(Bloomberg) -- Junk-rated debt is indicating that the chance of a recession is essentially a coin flip as risk premiums on high-yield corporate credit touch levels last seen in October 2020, according to strategists at Citigroup Inc. 

Spreads on US high-yield bonds are currently hovering around 500 basis points, while risk premiums on some of the lowest-rated corporate debt is closing in on 1,000 basis points, which is considered a distressed level. 

Risk premiums -- which measure the extra yield investors demand to hold the debt instead of US Treasuries -- at this level “should cause investors to become more cautious and reset expectations,” Michael Anderson and Philip Dobrinov wrote in a note Wednesday. “The market is well on the way to pricing a recession consistent with the Dotcom and Pandemic downturns.” However, given the underlying strength of banks, a repeat of the Global Financial Crisis is less likely, they added. 
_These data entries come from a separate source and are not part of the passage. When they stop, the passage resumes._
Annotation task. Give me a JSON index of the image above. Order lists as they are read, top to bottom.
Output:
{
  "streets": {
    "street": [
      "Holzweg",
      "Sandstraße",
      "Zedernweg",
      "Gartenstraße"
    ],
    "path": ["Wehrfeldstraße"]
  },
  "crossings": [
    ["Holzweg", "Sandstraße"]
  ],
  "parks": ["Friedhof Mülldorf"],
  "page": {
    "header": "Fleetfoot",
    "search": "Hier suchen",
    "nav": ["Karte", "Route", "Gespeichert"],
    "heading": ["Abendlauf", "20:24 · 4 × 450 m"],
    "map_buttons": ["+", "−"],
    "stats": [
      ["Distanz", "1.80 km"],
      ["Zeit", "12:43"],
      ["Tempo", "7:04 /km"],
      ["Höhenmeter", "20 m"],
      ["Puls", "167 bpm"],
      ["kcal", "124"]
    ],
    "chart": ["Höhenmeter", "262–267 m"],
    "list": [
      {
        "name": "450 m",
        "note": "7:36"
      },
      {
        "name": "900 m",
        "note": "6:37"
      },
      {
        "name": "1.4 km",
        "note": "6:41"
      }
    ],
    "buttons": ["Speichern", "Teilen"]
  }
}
While wider spreads could translate to higher returns, Citigroup cautions that there is much higher volatility ahead as 500 basis points is neither cheap enough to be a clear market bottom nor tight enough to indicate easy financial conditions supporting continued strong performance. 

“Buying when spreads exceed 500bps increases expected returns, but does not increase the chance of making money,” they wrote.  The risk premium “lies firmly in no-man’s land.”

Federal Reserve Chair Jerome Powell said Wednesday the central bank will keep raising interest rates to tame inflation following the steepest hike since 1994. The Labor Department’s consumer price index rose 8.6% last month from a year earlier, a four-decade high. 

“We anticipate that ongoing rate increases will be appropriate,” Powell said in the text of his semiannual testimony to the Senate Banking Committee. 

The strategists reaffirmed their expectations for junk-bond spreads to widen further to 550 basis points by the end of the year, citing the Fed’s hawkish plans and an unlikelihood of near-term dovish relief.